List every line in this data where the string "Jugo" occurs.

[Opening Source data section]

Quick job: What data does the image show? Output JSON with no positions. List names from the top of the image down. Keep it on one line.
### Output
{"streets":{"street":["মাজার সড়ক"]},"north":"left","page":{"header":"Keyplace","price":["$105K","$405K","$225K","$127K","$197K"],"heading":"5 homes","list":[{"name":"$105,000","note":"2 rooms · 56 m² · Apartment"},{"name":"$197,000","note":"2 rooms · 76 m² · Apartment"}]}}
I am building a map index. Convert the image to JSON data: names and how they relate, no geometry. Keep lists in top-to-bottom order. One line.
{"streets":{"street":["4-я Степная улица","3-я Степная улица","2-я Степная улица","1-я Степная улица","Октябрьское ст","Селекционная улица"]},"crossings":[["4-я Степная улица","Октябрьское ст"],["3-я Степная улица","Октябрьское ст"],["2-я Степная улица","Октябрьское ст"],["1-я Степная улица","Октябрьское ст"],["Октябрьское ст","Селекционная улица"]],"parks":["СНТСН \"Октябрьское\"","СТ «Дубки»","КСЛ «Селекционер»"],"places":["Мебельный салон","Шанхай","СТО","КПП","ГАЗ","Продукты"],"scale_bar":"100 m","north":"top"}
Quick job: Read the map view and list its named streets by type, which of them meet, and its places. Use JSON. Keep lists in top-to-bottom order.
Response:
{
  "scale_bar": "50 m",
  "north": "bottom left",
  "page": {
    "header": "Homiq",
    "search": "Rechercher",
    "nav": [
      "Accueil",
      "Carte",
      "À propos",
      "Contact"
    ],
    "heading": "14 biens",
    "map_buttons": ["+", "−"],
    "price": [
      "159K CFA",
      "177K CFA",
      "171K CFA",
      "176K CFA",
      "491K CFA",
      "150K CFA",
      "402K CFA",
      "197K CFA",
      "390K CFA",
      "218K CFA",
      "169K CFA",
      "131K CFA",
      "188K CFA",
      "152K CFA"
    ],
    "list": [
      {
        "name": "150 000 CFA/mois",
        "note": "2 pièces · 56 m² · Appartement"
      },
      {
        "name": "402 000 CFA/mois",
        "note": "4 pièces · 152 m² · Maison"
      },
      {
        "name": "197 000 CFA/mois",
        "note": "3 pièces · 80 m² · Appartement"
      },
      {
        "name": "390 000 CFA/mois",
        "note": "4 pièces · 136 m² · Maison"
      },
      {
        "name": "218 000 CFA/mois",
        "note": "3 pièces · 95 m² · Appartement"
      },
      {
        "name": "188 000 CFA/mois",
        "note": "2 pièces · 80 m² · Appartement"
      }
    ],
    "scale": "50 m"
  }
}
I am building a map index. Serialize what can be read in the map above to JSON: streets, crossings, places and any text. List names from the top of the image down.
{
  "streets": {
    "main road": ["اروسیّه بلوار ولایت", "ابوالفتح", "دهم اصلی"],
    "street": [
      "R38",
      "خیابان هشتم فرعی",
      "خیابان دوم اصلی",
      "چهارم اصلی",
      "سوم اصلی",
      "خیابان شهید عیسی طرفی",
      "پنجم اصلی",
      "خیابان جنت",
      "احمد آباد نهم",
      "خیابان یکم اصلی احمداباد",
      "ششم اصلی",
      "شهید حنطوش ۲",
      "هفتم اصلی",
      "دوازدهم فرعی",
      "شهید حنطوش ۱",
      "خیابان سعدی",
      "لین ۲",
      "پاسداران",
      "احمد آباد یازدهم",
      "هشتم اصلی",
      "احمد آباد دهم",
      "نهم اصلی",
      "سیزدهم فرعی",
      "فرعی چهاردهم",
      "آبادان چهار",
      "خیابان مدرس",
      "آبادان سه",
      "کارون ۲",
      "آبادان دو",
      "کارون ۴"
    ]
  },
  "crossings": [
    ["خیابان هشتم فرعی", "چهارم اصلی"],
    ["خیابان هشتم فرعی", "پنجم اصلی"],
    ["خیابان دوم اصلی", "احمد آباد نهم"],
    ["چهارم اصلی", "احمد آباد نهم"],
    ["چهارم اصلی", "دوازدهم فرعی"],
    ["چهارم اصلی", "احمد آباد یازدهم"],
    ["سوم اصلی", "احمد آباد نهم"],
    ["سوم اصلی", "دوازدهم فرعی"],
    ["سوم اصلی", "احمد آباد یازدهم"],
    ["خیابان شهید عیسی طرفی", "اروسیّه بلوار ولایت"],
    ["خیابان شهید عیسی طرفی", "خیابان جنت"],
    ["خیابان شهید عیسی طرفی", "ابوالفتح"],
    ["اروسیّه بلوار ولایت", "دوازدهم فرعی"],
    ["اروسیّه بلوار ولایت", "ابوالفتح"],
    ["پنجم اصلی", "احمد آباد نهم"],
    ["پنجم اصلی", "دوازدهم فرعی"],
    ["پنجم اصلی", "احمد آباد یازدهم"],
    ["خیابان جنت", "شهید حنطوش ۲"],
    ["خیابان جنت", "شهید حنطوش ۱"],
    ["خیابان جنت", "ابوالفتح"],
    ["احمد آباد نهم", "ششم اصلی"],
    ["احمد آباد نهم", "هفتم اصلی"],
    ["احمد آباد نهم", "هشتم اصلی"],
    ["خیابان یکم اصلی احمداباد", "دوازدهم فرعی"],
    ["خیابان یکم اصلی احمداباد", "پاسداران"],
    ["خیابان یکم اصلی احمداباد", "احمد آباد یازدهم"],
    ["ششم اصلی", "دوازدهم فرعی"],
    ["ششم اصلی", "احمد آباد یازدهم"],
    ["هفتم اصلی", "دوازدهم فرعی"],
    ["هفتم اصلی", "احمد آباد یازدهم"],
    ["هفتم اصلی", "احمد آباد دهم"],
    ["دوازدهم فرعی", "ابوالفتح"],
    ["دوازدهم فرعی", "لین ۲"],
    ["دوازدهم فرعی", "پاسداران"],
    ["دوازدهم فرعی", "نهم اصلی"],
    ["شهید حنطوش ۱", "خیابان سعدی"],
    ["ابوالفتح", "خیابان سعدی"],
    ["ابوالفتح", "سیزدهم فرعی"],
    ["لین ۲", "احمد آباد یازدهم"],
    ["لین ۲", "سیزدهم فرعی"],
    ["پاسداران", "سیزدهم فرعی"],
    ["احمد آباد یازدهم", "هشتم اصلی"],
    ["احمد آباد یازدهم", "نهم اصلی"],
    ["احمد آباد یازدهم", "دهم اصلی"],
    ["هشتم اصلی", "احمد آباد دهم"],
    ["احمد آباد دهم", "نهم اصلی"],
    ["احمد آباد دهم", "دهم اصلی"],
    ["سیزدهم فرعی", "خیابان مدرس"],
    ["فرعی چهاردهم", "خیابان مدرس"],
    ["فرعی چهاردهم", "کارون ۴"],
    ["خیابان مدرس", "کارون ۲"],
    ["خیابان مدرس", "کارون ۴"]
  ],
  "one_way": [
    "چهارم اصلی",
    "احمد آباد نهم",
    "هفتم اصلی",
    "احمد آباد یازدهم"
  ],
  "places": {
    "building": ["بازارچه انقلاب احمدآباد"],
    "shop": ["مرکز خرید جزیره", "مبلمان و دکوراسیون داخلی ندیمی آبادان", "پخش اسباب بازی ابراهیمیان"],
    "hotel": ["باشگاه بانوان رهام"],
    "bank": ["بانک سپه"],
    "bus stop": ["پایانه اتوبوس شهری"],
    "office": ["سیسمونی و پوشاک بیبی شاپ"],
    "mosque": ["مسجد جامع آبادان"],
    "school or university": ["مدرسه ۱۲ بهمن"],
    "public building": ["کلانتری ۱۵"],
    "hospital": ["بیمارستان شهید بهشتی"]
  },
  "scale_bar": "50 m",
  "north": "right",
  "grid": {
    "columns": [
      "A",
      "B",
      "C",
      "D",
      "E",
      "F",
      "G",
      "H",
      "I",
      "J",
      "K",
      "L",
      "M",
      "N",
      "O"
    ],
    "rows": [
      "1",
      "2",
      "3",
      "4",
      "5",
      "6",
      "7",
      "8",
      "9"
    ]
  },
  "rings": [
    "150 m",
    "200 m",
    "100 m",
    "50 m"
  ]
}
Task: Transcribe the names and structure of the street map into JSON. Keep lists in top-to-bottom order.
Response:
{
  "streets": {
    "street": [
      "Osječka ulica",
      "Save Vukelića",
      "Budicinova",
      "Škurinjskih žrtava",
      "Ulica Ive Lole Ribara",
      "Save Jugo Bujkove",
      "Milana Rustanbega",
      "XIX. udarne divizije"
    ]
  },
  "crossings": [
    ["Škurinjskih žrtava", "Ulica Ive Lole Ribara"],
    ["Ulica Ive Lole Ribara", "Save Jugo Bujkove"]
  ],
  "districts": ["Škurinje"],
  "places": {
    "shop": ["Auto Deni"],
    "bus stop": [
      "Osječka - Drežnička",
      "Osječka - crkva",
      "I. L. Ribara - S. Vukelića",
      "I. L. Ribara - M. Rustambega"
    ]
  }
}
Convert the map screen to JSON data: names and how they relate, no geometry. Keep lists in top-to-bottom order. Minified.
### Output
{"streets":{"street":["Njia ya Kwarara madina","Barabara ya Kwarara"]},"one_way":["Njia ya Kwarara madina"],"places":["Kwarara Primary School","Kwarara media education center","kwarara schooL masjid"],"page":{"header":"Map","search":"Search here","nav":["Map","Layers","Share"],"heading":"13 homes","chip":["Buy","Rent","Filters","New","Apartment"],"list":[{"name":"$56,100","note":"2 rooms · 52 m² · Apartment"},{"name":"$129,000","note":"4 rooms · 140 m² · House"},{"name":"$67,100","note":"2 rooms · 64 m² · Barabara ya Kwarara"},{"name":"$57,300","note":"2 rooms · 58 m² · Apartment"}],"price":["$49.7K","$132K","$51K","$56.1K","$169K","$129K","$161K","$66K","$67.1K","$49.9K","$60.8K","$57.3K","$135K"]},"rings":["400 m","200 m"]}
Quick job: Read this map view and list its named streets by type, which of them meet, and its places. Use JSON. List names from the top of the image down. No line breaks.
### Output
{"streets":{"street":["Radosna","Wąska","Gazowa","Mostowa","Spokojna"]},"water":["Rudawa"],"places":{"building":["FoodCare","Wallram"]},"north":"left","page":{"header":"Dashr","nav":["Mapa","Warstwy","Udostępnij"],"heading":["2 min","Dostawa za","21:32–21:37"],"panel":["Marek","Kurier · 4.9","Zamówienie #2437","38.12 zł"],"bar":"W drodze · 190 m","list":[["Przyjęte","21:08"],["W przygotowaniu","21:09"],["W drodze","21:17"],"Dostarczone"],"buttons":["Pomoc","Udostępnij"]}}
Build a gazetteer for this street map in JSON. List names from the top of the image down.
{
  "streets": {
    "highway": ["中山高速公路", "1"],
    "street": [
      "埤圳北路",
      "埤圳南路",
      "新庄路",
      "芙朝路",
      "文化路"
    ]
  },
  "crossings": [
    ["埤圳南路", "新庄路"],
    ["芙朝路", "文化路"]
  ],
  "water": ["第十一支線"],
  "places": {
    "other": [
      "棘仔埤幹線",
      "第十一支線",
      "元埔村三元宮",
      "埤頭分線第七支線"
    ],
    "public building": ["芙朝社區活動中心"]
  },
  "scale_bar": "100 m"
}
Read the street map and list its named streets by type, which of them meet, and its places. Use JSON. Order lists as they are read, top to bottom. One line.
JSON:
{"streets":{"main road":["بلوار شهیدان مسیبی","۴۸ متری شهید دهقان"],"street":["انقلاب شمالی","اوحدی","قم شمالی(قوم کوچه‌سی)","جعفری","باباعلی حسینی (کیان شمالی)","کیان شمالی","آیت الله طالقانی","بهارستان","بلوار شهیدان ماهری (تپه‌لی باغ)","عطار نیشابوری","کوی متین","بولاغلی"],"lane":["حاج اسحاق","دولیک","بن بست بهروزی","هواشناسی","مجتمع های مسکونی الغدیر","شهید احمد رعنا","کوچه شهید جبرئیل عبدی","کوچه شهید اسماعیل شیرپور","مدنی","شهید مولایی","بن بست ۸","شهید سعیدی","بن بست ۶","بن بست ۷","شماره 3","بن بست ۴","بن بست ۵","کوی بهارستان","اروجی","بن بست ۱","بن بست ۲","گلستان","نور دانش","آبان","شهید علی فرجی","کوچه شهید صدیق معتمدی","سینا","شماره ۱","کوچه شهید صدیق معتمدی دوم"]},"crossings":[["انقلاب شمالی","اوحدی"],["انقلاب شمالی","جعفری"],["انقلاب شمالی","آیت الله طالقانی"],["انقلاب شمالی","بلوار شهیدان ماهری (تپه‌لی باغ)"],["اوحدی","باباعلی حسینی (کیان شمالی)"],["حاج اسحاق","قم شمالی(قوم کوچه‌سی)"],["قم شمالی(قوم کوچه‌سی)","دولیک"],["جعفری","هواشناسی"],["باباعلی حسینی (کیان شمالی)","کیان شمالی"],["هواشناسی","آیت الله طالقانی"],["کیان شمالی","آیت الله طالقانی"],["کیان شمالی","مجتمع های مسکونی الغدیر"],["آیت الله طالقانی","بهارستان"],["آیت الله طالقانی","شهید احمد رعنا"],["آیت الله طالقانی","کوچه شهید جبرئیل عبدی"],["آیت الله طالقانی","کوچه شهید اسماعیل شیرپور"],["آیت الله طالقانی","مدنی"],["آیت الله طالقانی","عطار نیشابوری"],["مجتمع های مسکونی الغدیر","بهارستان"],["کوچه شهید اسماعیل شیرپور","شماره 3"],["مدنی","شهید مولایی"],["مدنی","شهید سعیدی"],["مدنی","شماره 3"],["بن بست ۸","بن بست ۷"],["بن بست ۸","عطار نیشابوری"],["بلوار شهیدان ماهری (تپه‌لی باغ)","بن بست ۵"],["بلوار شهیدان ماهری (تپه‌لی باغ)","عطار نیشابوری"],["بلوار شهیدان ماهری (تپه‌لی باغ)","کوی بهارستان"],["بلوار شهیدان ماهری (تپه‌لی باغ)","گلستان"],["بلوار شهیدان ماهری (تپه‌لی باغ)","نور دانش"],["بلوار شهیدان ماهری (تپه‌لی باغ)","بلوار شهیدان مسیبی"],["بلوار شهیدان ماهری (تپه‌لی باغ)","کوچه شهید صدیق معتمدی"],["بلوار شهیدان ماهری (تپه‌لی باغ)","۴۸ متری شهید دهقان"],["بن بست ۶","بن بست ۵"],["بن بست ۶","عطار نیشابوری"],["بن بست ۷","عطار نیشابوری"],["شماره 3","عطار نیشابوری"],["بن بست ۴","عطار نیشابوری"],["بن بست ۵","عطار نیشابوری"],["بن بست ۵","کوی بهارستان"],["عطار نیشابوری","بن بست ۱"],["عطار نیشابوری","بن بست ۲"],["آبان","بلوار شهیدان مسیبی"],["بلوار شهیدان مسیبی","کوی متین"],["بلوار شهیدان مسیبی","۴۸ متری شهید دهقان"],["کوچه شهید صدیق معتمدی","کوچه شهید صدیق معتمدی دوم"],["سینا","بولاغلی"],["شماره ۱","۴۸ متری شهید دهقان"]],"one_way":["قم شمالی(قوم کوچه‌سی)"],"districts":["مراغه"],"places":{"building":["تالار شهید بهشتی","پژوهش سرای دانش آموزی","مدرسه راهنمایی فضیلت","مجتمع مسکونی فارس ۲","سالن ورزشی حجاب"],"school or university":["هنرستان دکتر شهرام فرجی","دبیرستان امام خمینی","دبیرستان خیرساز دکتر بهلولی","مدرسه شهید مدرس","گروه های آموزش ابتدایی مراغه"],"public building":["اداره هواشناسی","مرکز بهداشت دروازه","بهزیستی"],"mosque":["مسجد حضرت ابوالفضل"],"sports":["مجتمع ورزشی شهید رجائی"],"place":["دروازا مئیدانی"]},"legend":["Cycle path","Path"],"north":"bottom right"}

[Closing Source data section]

# [Answer to the problem]
      "Save Jugo Bujkove",
    ["Ulica Ive Lole Ribara", "Save Jugo Bujkove"]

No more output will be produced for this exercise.